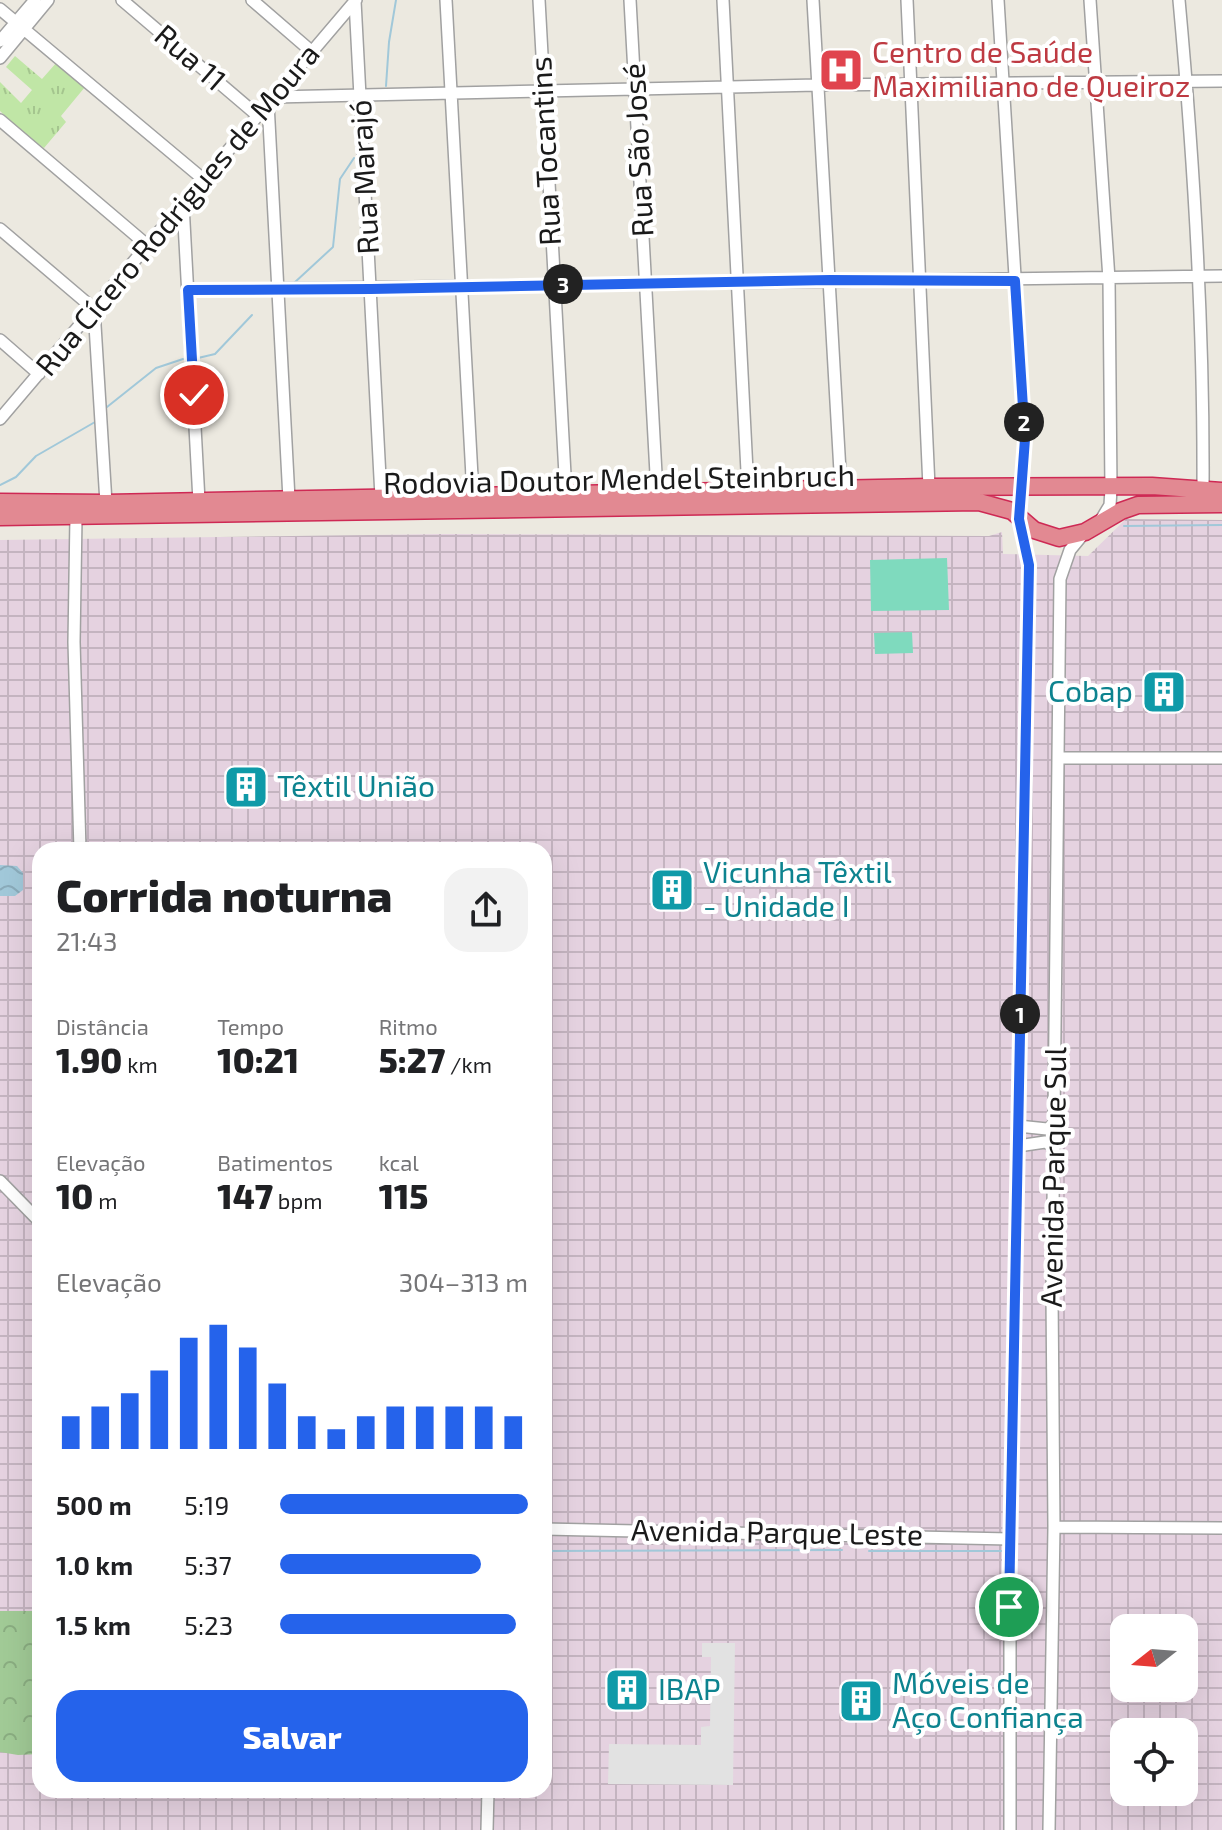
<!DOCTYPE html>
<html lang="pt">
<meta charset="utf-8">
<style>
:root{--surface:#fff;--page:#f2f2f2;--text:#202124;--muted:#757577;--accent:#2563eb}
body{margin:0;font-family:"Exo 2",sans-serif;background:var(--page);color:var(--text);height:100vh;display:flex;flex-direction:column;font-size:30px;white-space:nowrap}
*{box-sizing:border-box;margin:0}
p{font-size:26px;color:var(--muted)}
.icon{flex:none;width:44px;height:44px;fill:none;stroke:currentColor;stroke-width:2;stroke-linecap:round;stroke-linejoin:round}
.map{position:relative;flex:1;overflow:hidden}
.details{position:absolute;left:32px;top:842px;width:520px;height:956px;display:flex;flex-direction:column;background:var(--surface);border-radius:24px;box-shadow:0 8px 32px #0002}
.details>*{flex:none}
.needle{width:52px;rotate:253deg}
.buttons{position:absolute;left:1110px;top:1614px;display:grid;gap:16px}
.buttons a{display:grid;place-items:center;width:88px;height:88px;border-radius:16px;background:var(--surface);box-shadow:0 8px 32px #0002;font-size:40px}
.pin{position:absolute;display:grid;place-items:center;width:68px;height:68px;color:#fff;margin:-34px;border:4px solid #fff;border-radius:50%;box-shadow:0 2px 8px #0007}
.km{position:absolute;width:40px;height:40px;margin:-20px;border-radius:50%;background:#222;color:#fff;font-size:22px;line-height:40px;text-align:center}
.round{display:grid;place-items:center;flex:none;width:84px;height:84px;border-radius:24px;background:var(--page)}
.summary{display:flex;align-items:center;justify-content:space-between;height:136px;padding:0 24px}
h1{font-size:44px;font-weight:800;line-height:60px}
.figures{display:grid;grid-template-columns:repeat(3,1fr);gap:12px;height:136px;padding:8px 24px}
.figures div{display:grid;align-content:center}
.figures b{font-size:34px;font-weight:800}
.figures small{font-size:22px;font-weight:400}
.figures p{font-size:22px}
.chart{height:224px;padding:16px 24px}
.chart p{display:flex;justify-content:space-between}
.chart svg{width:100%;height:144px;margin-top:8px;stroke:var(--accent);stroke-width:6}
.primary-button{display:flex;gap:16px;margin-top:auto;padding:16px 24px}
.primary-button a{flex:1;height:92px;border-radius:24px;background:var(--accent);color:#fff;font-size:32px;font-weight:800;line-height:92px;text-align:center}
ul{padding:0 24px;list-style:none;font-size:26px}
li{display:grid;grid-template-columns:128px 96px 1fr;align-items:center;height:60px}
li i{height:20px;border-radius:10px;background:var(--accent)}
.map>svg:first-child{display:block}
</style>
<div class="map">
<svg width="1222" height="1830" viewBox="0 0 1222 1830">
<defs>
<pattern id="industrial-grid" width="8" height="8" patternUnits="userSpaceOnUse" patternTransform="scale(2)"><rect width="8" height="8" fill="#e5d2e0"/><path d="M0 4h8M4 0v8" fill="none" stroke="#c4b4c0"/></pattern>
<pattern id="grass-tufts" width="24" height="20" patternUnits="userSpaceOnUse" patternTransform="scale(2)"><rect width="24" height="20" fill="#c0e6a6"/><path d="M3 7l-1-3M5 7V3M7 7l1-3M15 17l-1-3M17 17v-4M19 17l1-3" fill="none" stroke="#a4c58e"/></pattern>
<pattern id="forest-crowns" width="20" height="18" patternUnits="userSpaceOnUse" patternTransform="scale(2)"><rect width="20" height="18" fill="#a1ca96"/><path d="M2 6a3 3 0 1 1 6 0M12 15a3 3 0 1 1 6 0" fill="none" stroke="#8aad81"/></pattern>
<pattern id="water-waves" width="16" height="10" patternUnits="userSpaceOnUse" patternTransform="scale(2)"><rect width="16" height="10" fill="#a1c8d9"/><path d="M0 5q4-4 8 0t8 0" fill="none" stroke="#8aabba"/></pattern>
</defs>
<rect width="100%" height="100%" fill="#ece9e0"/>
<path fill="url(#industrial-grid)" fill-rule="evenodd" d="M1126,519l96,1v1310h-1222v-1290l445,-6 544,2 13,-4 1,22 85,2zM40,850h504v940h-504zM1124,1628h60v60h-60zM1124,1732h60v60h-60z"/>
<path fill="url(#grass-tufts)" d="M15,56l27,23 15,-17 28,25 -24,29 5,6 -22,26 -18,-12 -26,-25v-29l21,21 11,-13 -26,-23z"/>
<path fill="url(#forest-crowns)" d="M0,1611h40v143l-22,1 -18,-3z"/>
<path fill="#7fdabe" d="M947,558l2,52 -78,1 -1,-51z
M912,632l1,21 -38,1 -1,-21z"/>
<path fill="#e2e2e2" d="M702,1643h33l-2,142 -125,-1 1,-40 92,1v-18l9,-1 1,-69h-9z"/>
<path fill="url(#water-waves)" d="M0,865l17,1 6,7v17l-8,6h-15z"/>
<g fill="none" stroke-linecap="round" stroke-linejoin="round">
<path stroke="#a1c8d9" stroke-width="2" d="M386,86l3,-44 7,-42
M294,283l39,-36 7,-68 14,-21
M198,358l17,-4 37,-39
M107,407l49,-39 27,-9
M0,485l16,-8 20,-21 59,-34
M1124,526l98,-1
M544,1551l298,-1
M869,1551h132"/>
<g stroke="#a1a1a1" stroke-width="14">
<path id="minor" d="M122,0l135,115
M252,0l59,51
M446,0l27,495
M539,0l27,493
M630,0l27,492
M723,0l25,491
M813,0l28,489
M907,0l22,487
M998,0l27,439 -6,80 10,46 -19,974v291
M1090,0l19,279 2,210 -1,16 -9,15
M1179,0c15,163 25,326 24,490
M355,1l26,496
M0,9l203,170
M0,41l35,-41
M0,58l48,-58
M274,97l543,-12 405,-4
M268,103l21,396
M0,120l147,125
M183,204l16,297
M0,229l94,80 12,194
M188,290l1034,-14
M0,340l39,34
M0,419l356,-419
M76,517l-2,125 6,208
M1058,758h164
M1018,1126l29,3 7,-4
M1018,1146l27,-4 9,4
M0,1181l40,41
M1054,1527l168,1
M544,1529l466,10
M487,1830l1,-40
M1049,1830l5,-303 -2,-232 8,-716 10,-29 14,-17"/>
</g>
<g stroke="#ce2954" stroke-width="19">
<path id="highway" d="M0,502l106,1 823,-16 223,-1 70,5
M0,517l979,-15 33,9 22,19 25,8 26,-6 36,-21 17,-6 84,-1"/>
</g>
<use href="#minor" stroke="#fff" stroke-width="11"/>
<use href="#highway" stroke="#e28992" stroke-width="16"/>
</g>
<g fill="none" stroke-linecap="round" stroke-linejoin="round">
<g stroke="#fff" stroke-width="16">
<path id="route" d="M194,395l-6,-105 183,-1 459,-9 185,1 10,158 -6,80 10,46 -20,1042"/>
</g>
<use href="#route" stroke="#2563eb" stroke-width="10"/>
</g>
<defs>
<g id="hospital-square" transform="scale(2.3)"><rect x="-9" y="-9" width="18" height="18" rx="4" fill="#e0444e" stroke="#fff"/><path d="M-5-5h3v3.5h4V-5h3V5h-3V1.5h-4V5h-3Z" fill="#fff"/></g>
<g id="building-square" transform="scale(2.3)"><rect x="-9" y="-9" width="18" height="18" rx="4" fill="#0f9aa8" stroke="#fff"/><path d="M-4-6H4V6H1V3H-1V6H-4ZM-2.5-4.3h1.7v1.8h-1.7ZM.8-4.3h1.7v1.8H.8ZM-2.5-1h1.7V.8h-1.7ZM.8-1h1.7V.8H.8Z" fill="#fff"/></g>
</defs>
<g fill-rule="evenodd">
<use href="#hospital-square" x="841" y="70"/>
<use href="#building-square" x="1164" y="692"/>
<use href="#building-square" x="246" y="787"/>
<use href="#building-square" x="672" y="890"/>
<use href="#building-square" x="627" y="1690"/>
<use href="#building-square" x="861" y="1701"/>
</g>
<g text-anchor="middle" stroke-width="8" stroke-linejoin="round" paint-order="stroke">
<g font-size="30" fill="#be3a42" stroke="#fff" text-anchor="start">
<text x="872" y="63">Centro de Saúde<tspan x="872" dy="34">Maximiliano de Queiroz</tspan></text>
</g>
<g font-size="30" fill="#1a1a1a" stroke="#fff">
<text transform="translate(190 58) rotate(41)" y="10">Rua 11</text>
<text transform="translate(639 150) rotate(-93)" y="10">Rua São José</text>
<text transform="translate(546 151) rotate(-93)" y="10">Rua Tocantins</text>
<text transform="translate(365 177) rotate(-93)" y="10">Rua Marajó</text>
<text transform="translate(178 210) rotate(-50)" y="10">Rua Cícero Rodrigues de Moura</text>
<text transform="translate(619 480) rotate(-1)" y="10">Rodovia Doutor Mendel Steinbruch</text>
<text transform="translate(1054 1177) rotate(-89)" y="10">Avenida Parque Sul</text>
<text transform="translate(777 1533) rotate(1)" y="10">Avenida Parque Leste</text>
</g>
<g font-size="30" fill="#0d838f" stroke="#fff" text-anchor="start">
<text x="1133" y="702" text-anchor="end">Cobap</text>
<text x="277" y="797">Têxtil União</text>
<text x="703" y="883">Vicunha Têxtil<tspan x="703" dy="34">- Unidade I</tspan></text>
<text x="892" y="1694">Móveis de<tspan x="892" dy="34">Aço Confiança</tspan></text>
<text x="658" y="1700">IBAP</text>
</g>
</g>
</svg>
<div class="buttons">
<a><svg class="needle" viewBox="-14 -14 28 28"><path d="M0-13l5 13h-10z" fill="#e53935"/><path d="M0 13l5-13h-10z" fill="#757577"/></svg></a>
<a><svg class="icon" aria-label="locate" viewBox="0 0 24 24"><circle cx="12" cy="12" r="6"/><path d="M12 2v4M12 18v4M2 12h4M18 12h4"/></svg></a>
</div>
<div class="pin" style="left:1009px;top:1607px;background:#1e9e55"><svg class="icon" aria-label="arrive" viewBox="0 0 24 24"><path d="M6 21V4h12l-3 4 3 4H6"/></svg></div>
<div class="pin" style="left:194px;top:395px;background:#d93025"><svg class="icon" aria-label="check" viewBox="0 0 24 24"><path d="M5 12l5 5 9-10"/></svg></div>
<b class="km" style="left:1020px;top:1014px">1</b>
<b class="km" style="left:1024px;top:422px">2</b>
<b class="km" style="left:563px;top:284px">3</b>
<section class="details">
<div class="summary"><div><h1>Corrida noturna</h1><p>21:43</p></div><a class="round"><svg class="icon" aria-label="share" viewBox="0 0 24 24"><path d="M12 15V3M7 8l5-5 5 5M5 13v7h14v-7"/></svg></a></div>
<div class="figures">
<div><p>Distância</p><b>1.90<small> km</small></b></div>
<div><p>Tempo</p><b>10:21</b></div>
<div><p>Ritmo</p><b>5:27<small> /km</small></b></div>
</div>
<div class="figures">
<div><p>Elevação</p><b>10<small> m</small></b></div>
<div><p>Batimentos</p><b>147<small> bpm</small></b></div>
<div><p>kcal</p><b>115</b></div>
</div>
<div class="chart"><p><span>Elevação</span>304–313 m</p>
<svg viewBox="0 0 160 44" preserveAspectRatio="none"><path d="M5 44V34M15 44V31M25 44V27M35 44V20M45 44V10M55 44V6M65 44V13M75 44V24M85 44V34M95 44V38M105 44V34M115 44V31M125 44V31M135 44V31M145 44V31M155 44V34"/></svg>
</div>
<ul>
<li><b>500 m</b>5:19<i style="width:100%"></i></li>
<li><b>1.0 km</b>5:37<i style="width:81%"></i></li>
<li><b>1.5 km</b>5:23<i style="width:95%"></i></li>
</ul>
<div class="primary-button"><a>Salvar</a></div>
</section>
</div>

● Exercise details:
Where a line of the material above holds the string "buttons", copy that line.

● Completed task:
.buttons{position:absolute;left:1110px;top:1614px;display:grid;gap:16px}
.buttons a{display:grid;place-items:center;width:88px;height:88px;border-radius:16px;background:var(--surface);box-shadow:0 8px 32px #0002;font-size:40px}
<div class="buttons">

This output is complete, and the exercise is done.